One thing I've learned in the last few years is that anytime you see the phrase "biological reality" used, and it's not in some academic paper about the epistemology of the discipline of biology (and maybe even then), it's probably time to start doing the Skeptical Squint at whoever is speaking. Because like 90+% of the time what's about to follow is either oldschool 19th century racism or hardcore gender essentialism.
posted by Kadin2048 at 4:59 PM on May 12, 2019 [7 favorites]


Jumping back in to second what emptythought said: my TERF ex-friend is 30something and definitely fits the "I'm a progressive leftist but this uwu tumblr shit is too much" profile.

I'd like to see the post on that topic, sometime, btw.
posted by pelvicsorcery at 11:35 AM on May 17, 2019 [2 favorites]


different people have genders that vary in *intensity*. A lot of TERF writing, including that link, reads like people who have a pretty weak gender identity and have universalized that.

oh, wow. I never thought about this. I myself have a pretty weak gender identity. (Obvs I am not a TERF, though.) wow, that makes a lot of sense.
posted by pelvicsorcery at 11:42 AM on May 17, 2019 [2 favorites]


Actually I think a more important (but related) concept that's missing is that rad fems/terfs seem to define gender only as a category we're placed into. And often with a materialist slant. i am borderline justifying terf ideology here but I actually think it's important, sorry

Their model/critique of gender seems to be that infants are tracked into different categories and treated wildly differently, either privileged or oppressed, based on what genitals the infants have; and this difference in treatment and raising will create differentiation along gender lines that is unnatural and unnecessary; And, this is taken for given as a premise, they assume that there are very few inherent (natural) distinctions between male and female infants and probably all gendered differentiation is artificial and downstream of socialization.

From there different people take it in a lot of different directions; some historical, some biological; some more rigorous than others. Anyway, given this model, most of the TERF concepts make sense. Like the key concept that "male socialization" inherently and unavoidably creates "male" people. Or the critique of "gender identity" as a concept; because they define gender purely as a relation of privilege and oppression, so "identifying" with the privileged class is therefore obviously self-serving and "identifying" with the oppressed class just breaks the model entirely.

Furthermore, defining gender as being inherently and unavoidably downstream from genitals also makes sense, because our parents place us in this class system based on genitals, with no consent or input from us. Everything in this model is downstream from the moment when the doctor takes a gander and yells out "It's a girl!"

It's a logically consistent model, and IMO there's a kernel of truth in it. When someone in China or India murders a girl child, they're not asking the child about their gender identity. So many decisions - even as simple as our name - are made for us before we're even capable of expressing a gender identity, and those material conditions shape who we are.

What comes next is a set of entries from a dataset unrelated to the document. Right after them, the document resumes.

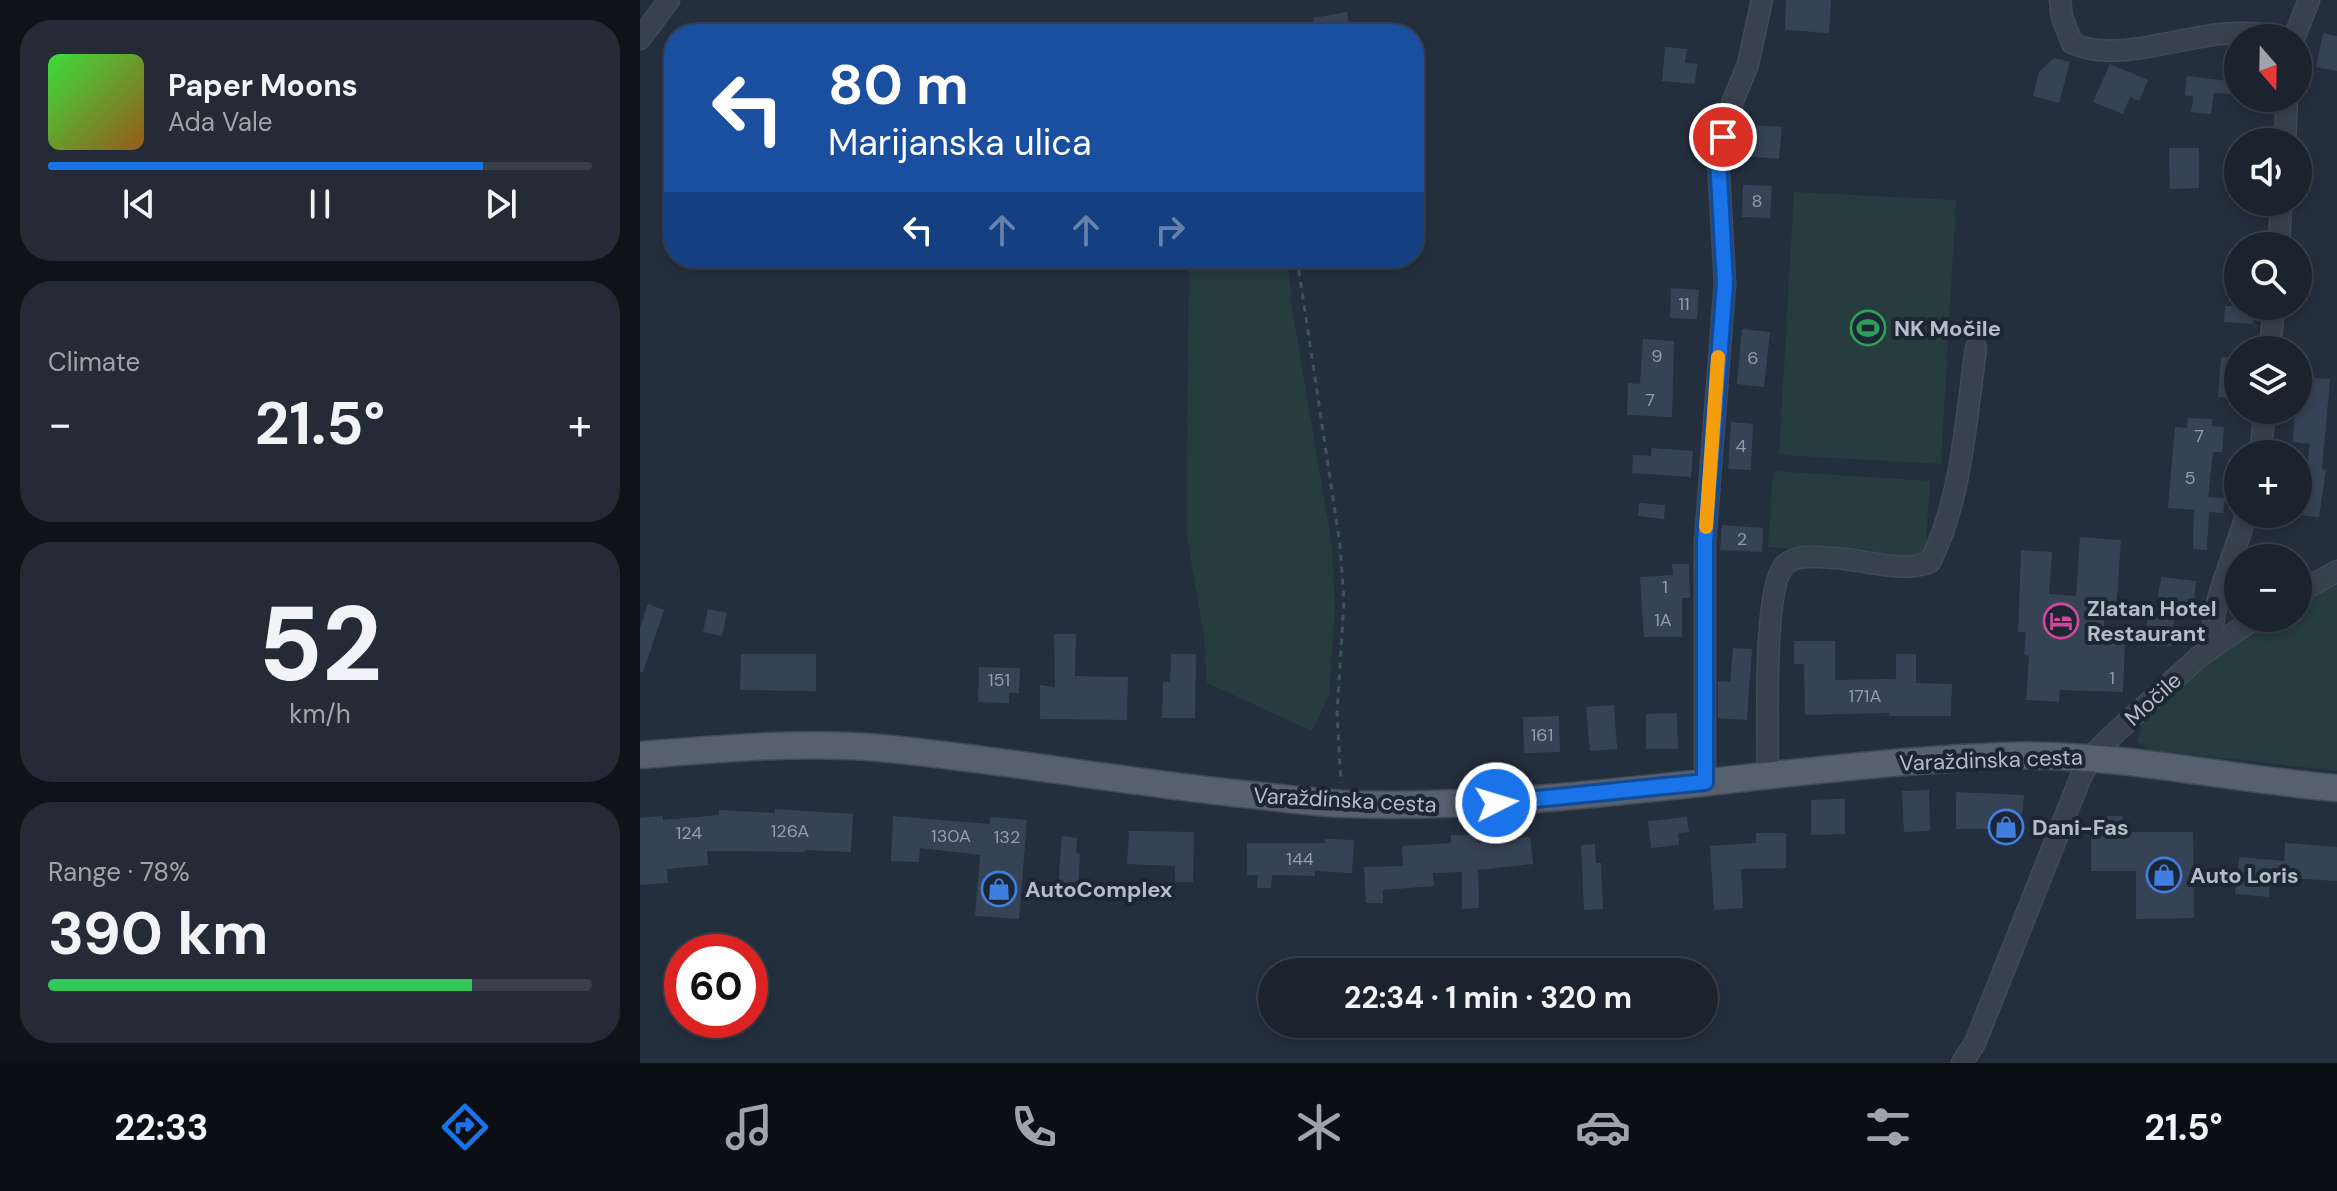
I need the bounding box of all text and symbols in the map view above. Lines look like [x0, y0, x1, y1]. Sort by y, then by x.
north arrow [2224, 24, 2312, 112]
map controls [2224, 24, 2312, 632]
text: 80 m [828, 48, 969, 121]
icon: left [696, 56, 800, 160]
text: Paper Moons [168, 66, 358, 105]
pin [1689, 103, 1757, 171]
text: Ada Vale [168, 105, 273, 139]
icon: arrive [1701, 115, 1745, 159]
text: Marijanska ulica [828, 119, 1092, 166]
button: sound [2224, 128, 2312, 216]
icon: previous [117, 182, 161, 226]
icon: pause [298, 182, 342, 226]
icon: next [479, 182, 523, 226]
house number: 8 [1752, 189, 1762, 213]
icon: left [896, 208, 940, 252]
icon: ahead [980, 208, 1024, 252]
icon: ahead [1064, 208, 1108, 252]
icon: right [1148, 208, 1192, 252]
button: search [2224, 232, 2312, 320]
house number: 11 [1678, 292, 1690, 316]
sports icon: NK Močile [1849, 309, 1887, 347]
place label: NK Močile [1894, 314, 2001, 343]
button: layers [2224, 336, 2312, 424]
house number: 9 [1651, 344, 1663, 368]
text: Climate [48, 345, 140, 379]
house number: 6 [1747, 346, 1759, 370]
text: 21.5° [255, 384, 385, 463]
house number: 7 [1645, 388, 1655, 412]
text: − [48, 395, 72, 453]
text: + [568, 395, 592, 453]
house number: 7 [2194, 424, 2204, 448]
house number: 4 [1736, 434, 1747, 458]
button: + [2224, 440, 2312, 528]
house number: 5 [2185, 466, 2195, 490]
house number: 2 [1737, 527, 1747, 551]
button: − [2224, 544, 2312, 632]
house number: 1 [1662, 575, 1668, 599]
text: 52 [258, 577, 382, 712]
place label: Zlatan Hotel Restaurant [2087, 594, 2217, 648]
hotel icon: Zlatan Hotel Restaurant [2042, 602, 2080, 640]
house number: 1A [1654, 608, 1672, 632]
house number: 1 [2109, 666, 2115, 690]
street label: Močile [2118, 666, 2188, 732]
house number: 151 [988, 668, 1010, 692]
house number: 171A [1849, 684, 1881, 708]
text: km/h [289, 697, 351, 731]
house number: 161 [1531, 723, 1553, 747]
street label: Varaždinska cesta [1899, 742, 2083, 778]
position arrow [1454, 761, 1538, 845]
street label: Varaždinska cesta [1253, 781, 1437, 819]
shop icon: Dani-Fas [1987, 808, 2025, 846]
place label: Dani-Fas [2032, 813, 2129, 842]
house number: 126A [771, 819, 809, 843]
house number: 124 [676, 821, 702, 845]
house number: 130A [931, 824, 971, 848]
house number: 132 [994, 825, 1020, 849]
house number: 144 [1286, 847, 1314, 871]
text: Range · 78% [48, 855, 190, 889]
shop icon: Auto Loris [2145, 856, 2183, 894]
place label: Auto Loris [2190, 861, 2299, 890]
shop icon: AutoComplex [980, 870, 1018, 908]
place label: AutoComplex [1025, 875, 1173, 904]
text: 390 km [48, 894, 268, 973]
speed limit sign: 60 [664, 934, 768, 1038]
text: 22:34 · 1 min · 320 m [1344, 978, 1632, 1017]
icon: directions [437, 1099, 493, 1155]
icon: music [721, 1099, 777, 1155]
icon: phone [1006, 1099, 1062, 1155]
icon: climate [1291, 1099, 1347, 1155]
icon: car [1575, 1099, 1631, 1155]
icon: filters [1860, 1099, 1916, 1155]
text: 22:33 [114, 1104, 208, 1151]
text: 21.5° [2144, 1104, 2223, 1151]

What's missing from this model is that people have inherent and natural differences and lots of people go through the same gendered socialization, the same environment, the same culture, the same parents, and they still all come out kinda different. Like different rocks going through the same grinder. We all live in the same world and we all experience it differently. It's not crazy to say, it seems certain, that there's a part of our self-image and our identity that we relate to gender but is NOT congruous with the blah blah social privilege oppression class relation etc. But we use the same words for both of those things.

Speaking as a trans person, I am who I am, no matter how people see me. Whether anyone even knows me or not. I just am who I am. But the way people see me and treat me is still an important part of my life and my material experience. Like, when my sexist high school teacher didn't let me speak in debate club, and the ultrafeminist teacher kept being mega nice to me. I don't think I have had male privilege, then or now, even though I currently see myself as male.

so I have (in my head) been calling these external and internal gender. I think they're both important. I think the materialist understanding is important, and often ill-defined, which is why I laid it out. sorry if that was long. And i think the biological reality is underrated as well, because every bit of reality is mediated through the body one way or another, but that's another blog post.
posted by Rainbo Vagrant at 2:20 PM on May 18, 2019 [3 favorites]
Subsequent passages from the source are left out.